The perplexing antagonist in The Scarlet Letter by Nathaniel Hawthorne, Pearl, is the human embodiment of the everlasting mystery: can a sin truly be undone? She is Hester’s challenge to overcome even more so than Chillingworth is due to how deeply she cares for Pearl. It is easier to ignore and fight a problematic person that you care little for than it is to nurture a problematic person to a healthier, more passive state of being. Unfortunately, Pearl and Chillingworth were not the only problems that Hester faced. The Puritanism lifestyle is a belief system derived from the Catholic Church, but the Catholic religion is typically much more forgiving of sin. The strictness of Puritanism made it difficult to live in a natural way with an occasional misstep. Hester committed a sin that in modern day society would be shameful, however still not strictly punished and exposed to a point past mortification. That being said, a sin is a sin nonetheless, and in Hester’s world what she did was severely offensive and consequences were certainly received. Pearl, the result of that sin was additionally received and changed Hester’s life in a plethora of ways. The good and bad aspects of Pearl’s nature are the driving factors in Hester’s success. Although difficult at times, the benefits outweigh the hardships of her journey as a mother to Pearl. Pearl was Hester’s blessing disguised as a punishment for her sin because although raising a misbehaving kid was hard, the knowledge and joy that Pearl brought Hester are immeasurable benefits that exceed these challenges.

Pearl’s affinity for troublemaking makes her separate from the rest of the kids, but more importantly pushes her mom too far in already precarious situations. Early on in The Scarlet Letter while Pearl was still fairly young, she decides to further degrade her and her mother’s reputation among the important members of the town: “After putting her finger in her mouth, with many ungracious refusals to answer Mr. Wilson’s question, the child finally announced that she had not been made at all, but had been plucked by her mother off the bush of wild roses, that grew by the prison door” (Hawthorne 100). Although mortifying and damaging her already unstable and poor reputation, it was worth what these judgments taught them about people, even the people at the top of the chain. The leaders of there town were spectators in the conversation and watched Pearl give an answer that questioned Pearl’s faith in God, which directly related to what Hester was teaching her. By questioning her ability to be a good mother, Pearl risks her mother losing custody of her as it is currently a controversial issue among the town.
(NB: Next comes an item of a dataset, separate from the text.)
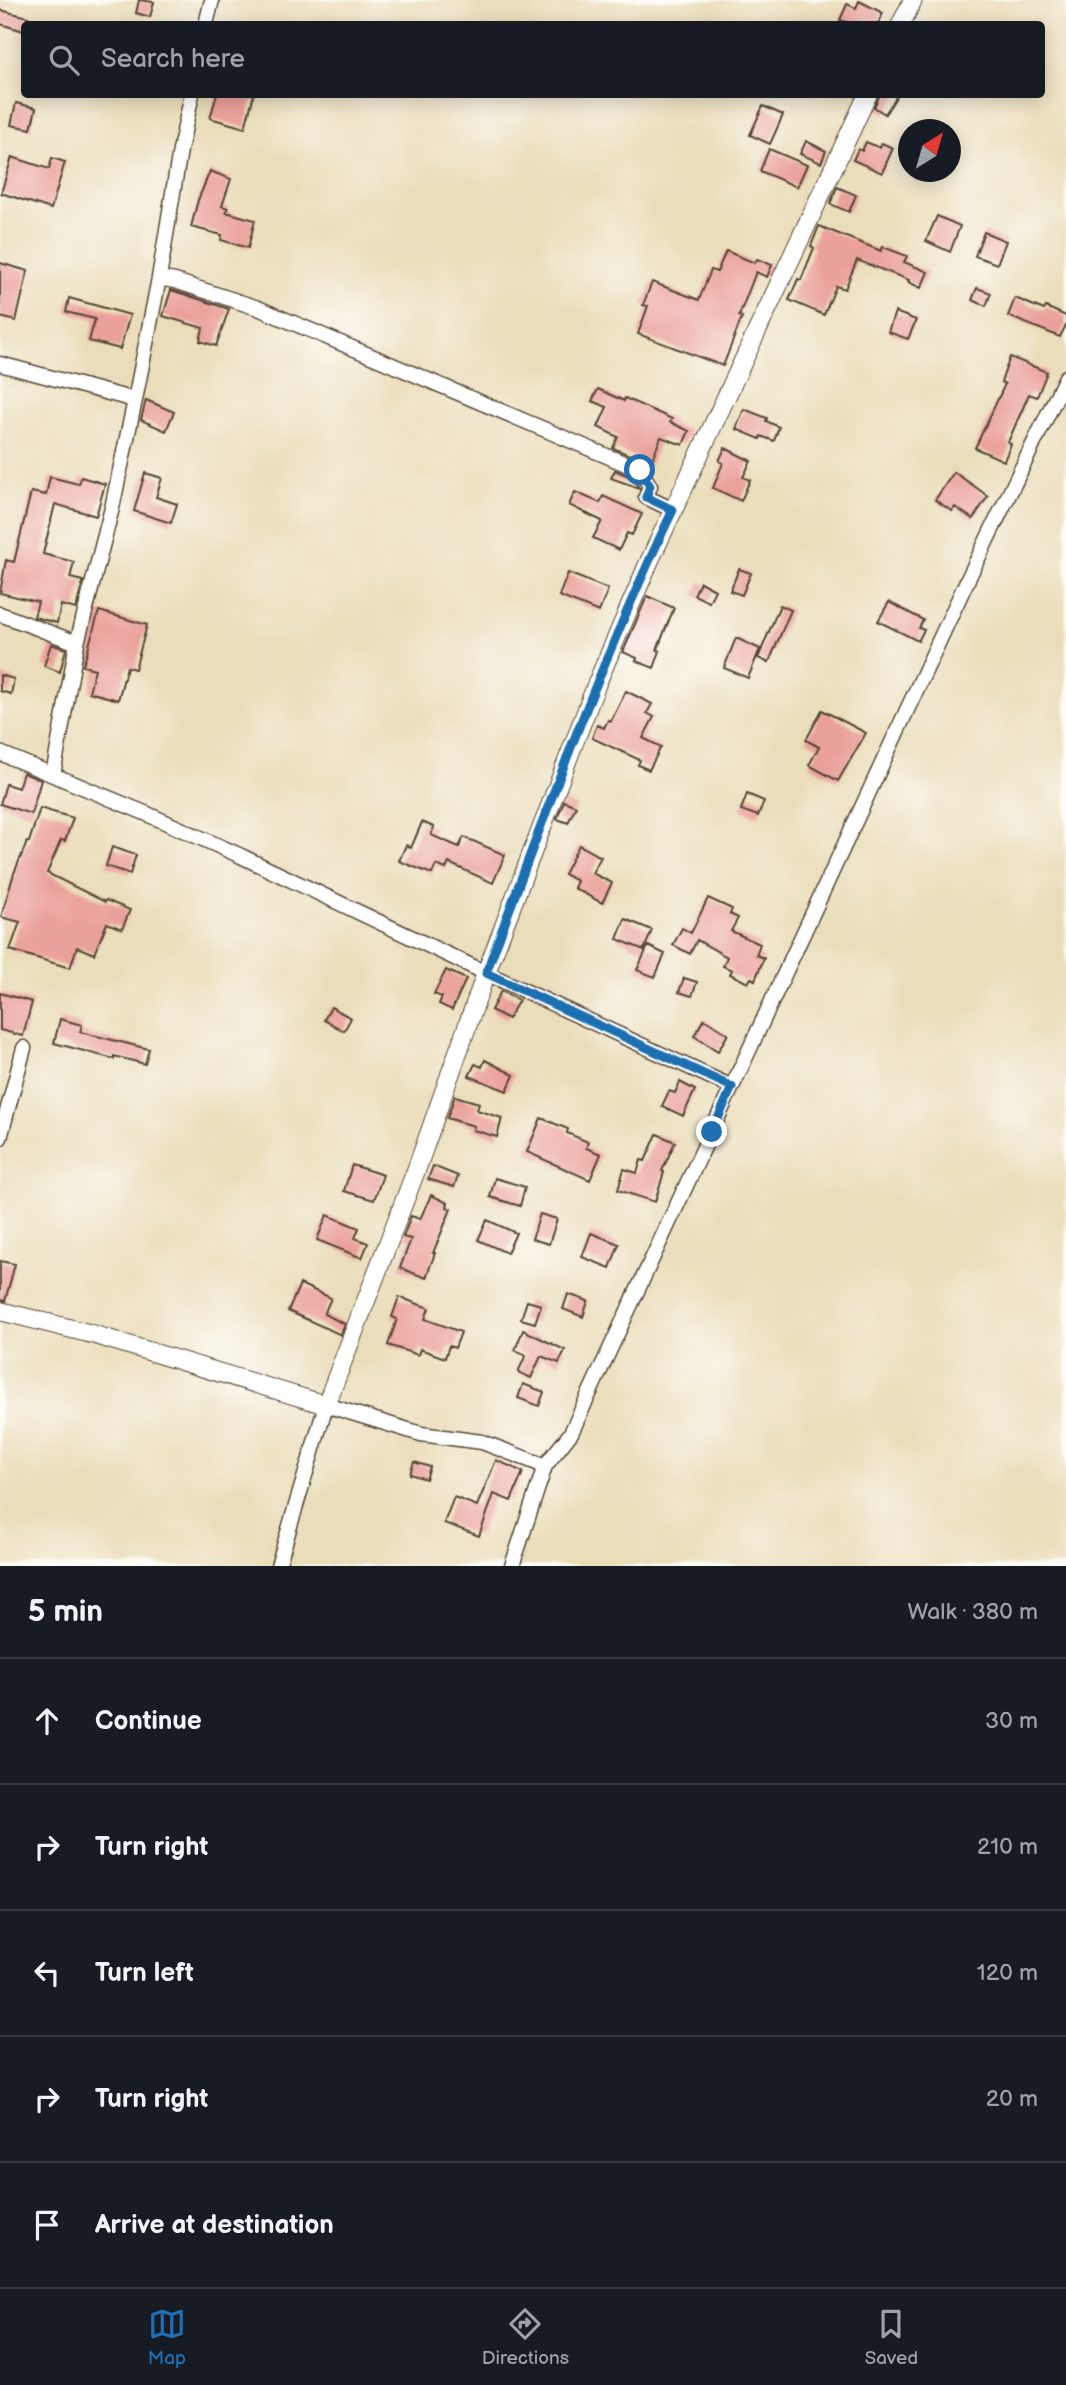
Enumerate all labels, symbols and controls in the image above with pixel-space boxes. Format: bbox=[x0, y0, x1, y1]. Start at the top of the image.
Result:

Pearl not only knowingly mortified her mother but also jeopardized Hester’s custody of her and her position in the town which was already impaired. All of this simply because she has a knack for trouble. Her consistent rudeness toward her mother increases the poorness of her reputation and stability as a happy person. This is degrading and painful for Hester extremely often. Luckily, a new perspective taught her impressive concepts that were luckily passed onto Pearl. However, her mother was not the only teacher in her life.

Puritan society is a brutal lifestyle that has very strict laws and customs that must be followed, this acted as an instructor to Pearl on how to become independent and brave. To be set apart from this society because Pearl knows what is truly right in her mind speaks volumes about her strong and independent nature. Before defending herself and her mother, the narrator describes the feelings Pearl retains regarding Puritan customs and the way the Puritan children treat others in inhumane and unfair ways, “She saw the children of the settlement, on the grassy margin of the street, or at domestic thresholds, disporting themselves in such grim fashion as the Puritanic nurture would permit… Pearl saw, and gazed intently, but never sought to make acquaintance” (Hawthrone 84). Pearl developed a personal knowledge of where she belongs in society by her own will. Although she was an outcast and society shamed her, she did not belong in Puritan society to begin with and the exclusion was just confirmation of where she contently belonged. The drive and love for her mother made her get defensive and act in extremely brave ways. This is impressive for such a young girl, but when people are rude it’s important to develop this powerful mindset that will continue to grow within herself as a person. Luckily Hester is not stopping this growth, although it is very bold in this type of society. Independence grew through Pearl, and the exclusion of her daughter proved Hester that she may be a strong and powerful outcast as well. Strength, bravery, and independence are not the only traits that Pearl possesses.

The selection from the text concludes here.